For my role, although I’m based in Sri Lanka, I’m deployed to other countries in the region when there’s an emergency. I think this makes finance work different because I have to hit the ground running during surge operations even though the environments are different. Generally, surge takes place where there’s a conflict and after natural disasters. During deployments, I’m involved in setting up systems and finance budget and controls, guiding programme and supply chain colleagues by assessing macro and micro financial sector analysis, and developing standard operating procedures. For our cash-transfer programmes, I also work with financial service providers and micro-finance institutions to find ways to deliver aid to communities.
WFP is often one of the first humanitarian aid organisations on the ground during crises and disasters. How does the finance team balance the need for urgent funds and supplies while ensuring proper processes and controls are in place during crisis and disasters?
Arafath: Emergencies are always challenging because you’re on the front lines and every emergency is different. Sometimes systems are not working because the infrastructure is destroyed or. like in Myanmar when Cyclone Nargis hit, the whole network system was down and there was no connectivity in the country. In other countries, there have been situations where even banks were not operating and there were immense logistical challenges.
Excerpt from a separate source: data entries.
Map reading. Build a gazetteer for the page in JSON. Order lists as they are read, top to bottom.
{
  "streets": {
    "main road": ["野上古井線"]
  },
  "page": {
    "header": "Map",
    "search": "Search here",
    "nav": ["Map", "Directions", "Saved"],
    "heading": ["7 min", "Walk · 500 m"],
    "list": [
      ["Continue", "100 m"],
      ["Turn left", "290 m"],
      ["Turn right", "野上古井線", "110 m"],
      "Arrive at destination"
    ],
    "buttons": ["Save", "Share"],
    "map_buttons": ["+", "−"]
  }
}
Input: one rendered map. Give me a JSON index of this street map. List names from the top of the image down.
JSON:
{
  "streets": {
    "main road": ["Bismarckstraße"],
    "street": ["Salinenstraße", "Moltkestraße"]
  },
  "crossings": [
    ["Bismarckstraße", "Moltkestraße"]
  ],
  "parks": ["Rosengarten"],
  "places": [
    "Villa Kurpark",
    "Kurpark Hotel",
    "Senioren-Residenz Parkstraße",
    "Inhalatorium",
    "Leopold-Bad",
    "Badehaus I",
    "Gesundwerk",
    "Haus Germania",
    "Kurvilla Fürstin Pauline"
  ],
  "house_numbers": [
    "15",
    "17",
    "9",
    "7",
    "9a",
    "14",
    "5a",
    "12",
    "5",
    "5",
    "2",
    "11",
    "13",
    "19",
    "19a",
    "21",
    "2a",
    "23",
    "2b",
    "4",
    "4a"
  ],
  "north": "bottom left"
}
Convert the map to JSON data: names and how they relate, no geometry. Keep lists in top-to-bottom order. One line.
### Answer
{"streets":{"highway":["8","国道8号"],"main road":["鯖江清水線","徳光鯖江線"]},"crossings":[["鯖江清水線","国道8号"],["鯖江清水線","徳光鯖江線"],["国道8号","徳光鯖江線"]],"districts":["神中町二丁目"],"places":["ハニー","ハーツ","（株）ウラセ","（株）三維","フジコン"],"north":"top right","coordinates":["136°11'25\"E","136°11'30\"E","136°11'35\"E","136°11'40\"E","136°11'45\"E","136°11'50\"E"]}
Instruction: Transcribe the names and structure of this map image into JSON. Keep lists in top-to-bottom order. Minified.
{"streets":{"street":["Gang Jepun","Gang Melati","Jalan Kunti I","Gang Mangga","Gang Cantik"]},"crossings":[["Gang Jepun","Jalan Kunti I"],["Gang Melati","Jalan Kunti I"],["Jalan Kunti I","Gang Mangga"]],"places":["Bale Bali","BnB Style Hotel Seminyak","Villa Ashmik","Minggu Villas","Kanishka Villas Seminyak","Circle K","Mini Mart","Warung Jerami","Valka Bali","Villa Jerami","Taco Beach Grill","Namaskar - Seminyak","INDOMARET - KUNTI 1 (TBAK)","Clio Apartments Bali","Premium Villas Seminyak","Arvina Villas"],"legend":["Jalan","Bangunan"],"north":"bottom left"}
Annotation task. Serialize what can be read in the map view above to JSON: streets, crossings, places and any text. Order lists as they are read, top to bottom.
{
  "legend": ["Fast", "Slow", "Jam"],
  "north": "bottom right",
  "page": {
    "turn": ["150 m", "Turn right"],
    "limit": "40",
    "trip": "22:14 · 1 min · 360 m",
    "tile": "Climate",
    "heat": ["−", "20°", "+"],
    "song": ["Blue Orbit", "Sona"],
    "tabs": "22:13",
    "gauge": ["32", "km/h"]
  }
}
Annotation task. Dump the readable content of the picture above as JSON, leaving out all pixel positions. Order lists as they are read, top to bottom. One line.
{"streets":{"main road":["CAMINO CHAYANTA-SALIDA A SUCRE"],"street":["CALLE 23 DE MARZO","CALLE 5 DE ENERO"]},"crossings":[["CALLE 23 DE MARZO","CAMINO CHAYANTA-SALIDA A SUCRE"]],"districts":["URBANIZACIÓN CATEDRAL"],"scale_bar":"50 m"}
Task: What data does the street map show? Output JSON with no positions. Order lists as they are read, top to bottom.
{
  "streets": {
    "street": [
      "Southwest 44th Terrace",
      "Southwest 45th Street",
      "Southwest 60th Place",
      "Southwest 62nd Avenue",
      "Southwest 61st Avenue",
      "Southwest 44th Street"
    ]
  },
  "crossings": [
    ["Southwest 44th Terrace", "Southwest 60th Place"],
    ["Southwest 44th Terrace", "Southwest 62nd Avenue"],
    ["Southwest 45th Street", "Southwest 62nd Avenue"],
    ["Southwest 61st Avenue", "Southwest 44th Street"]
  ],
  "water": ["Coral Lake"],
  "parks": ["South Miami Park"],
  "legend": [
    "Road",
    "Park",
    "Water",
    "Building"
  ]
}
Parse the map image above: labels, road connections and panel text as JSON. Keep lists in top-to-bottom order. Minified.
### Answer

We have three levels of emergency, where Level 3 is the most urgent. So we have different controls, risk tolerance, and processes for each level. In emergencies, the immediate priority is to deploy the right finance person to the right position and be involved in the programme design. We find out how many vulnerable people there are and assess their needs. Then we develop our budget and decide our controls.
WFP has yards internationally where we store vehicles and telecommunication equipment. We always have a stock of commodities located globally, so it’s a straightforward process of raising a purchase order and releasing the supplies during emergencies.
Could you share more about WFP’s programmes for school meals and strengthening food security in Sri Lanka?
Arafath: One of our areas of work is to improve the nutrition of schoolchildren and children under 5. Sri Lanka has one of the highest rates of wasting in the world, where 15% of children under 5 have low weight for their height. The livelihoods of communities and small farmers are also threatened during emergencies and climate-related shocks. What we’re currently doing is helping to improve the capacity of the government and local institutions to plan and mitigate for future emergencies and climate shocks, such as floods and droughts.
Do you foresee changes to your role after COVID-19?
Arafath: There’s been a dramatic change in WFP’s finance function the past ten to 15 years. Previously, it was a bookkeeping function. Now we’ve moved away from that. We’ve become a strategic partner in all initiatives, especially in cash-transfer programmes, where we distribute bank notes, e-money, mobile money, or vouchers to communities so that they can buy what they need, and micro-finance assessments. These used to be the work of programme teams.
As we recover from COVID-19, more work will increasingly be done virtually, and the transactional work in finance may be outsourced or centralised within a location so that we can focus on the strategic aspects of finance work. Some UN agencies are already testing this. The technology is already available. Just recently, we rolled out a new system for national staff payroll, and I did the training for a few countries virtually. In the old world before COVID, we would have done this face-to-face in our regional office in Bangkok or in another city in the region.